Thin Man’s identity was Bruce Dickenson, a scientist who was exploring the Himalayas and discovered the entrance to a forgotten kingdom called Kalahia.

After he faints, Bruce discovers that the inhabitants of Kalahia have the ability to change their shape and size at will and that for some reason they decided to give him this ability without his knowledge or consent.

What I really love about this story is how they completely disregard world changing revelations such as the existence of aliens on Mars and multiple dimensions and head straight to the crime fighting.

Bruce convinces the elders of Kalahia to allow him to travel back to his home, accompanied by the daughter of one of the elders named Ollala, because this is the Golden Age of comics and you only need three panels to do anything.

As you can see above, Bruce builds a highly advanced propeller driven plane that he uses to murder people, because the casual murder of suspected criminals is totally justified and doesn’t require any explanation.

The rest of the story involves Thin Man and Olalla foiling a group of mobsters who are trying to collect protection money from a taxi driver.

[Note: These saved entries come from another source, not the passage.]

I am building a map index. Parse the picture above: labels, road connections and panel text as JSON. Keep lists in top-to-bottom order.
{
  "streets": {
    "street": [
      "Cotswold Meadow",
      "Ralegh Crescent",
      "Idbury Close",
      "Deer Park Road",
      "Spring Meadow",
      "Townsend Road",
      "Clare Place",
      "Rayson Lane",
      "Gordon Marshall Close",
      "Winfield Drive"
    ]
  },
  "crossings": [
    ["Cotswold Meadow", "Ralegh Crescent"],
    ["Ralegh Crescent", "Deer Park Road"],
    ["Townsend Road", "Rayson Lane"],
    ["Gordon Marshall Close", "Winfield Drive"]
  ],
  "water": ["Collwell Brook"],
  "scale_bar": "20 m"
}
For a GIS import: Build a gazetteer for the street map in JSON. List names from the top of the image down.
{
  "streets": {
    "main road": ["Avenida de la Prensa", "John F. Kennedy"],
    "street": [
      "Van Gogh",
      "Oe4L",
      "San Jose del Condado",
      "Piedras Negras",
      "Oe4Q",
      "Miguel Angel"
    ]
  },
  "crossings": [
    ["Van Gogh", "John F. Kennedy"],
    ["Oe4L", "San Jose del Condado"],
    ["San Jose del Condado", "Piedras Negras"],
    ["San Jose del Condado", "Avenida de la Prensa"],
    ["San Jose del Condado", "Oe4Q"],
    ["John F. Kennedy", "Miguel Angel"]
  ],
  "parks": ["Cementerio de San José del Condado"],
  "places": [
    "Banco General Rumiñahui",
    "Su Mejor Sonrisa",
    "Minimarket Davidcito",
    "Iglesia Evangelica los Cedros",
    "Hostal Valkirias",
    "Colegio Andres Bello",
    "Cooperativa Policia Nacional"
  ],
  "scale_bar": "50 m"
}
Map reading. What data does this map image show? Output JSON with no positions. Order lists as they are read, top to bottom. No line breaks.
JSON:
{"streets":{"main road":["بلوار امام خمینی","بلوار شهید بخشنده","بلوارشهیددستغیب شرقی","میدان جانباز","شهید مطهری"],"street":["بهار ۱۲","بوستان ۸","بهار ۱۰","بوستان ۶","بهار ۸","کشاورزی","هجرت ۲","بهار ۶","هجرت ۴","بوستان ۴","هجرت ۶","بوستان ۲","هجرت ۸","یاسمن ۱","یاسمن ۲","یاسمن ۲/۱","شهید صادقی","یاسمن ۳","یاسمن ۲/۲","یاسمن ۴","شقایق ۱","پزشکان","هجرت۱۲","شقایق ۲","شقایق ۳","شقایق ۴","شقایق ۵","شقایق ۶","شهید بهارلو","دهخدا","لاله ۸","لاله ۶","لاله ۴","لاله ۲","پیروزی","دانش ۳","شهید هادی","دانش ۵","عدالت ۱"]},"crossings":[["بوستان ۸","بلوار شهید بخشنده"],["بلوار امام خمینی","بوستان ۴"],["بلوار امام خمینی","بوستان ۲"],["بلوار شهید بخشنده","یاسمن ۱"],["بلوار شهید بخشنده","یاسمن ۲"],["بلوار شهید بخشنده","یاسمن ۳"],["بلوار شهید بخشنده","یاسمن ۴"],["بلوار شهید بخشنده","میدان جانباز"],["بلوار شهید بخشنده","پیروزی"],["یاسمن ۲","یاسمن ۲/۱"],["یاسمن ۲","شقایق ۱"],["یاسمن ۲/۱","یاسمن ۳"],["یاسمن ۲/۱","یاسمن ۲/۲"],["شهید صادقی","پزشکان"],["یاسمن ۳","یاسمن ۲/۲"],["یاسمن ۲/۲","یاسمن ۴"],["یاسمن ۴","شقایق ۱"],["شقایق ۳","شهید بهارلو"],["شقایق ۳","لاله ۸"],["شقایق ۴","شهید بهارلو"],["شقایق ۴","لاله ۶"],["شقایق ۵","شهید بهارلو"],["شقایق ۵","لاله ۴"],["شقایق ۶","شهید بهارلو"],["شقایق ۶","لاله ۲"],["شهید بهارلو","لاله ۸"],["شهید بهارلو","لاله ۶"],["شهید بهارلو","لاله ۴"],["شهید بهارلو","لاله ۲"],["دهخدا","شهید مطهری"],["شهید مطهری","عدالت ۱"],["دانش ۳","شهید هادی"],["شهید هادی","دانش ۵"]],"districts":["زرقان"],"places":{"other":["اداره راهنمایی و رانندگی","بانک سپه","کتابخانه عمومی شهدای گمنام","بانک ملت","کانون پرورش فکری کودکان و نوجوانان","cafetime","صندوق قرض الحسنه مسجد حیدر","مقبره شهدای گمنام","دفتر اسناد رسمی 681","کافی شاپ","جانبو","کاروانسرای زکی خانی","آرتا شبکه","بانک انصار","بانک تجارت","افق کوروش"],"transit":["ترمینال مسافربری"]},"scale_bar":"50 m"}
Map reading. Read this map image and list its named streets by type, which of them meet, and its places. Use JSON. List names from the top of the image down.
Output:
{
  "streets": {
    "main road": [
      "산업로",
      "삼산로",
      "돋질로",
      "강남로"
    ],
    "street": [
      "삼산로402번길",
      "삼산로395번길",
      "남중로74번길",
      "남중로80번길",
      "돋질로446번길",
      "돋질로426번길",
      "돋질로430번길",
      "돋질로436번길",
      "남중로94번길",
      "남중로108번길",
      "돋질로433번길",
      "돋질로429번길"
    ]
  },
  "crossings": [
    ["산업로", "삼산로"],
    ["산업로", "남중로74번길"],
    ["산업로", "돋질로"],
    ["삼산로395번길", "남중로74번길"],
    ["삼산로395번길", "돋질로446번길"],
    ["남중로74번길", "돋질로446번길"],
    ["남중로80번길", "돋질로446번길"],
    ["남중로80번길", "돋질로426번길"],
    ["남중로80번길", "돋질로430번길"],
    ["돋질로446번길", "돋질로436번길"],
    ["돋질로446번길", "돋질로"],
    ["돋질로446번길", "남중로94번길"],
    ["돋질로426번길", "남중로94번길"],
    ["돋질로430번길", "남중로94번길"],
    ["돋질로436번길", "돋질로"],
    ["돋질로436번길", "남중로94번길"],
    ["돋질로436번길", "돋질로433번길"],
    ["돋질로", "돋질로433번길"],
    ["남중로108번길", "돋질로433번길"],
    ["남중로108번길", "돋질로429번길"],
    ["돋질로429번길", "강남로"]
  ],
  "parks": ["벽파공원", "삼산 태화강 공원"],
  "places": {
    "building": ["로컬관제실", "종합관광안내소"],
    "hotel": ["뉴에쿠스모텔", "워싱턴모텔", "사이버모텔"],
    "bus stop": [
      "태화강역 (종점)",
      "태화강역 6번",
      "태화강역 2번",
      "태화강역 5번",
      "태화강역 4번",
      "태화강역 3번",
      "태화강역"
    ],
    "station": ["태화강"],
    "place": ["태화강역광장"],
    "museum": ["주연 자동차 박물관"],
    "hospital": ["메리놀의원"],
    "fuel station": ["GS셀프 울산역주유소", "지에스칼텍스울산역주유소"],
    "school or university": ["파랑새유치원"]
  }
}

Thin Man uses his advanced technology and his ability to become as thin as a piece of paper to foil the hoodlums and bring the boss to justice.

 

I like to think that if his adventures had continued that plane would have wracked up one hell of a body count.

So what happened?

Sadly, this origin story would be Thin Man’s first and only Golden Age appearance.

However, Thin Man’s career would get a second wind in the 1970’s when he became part of the World War 2 era Marvel team known as the Liberty Legion.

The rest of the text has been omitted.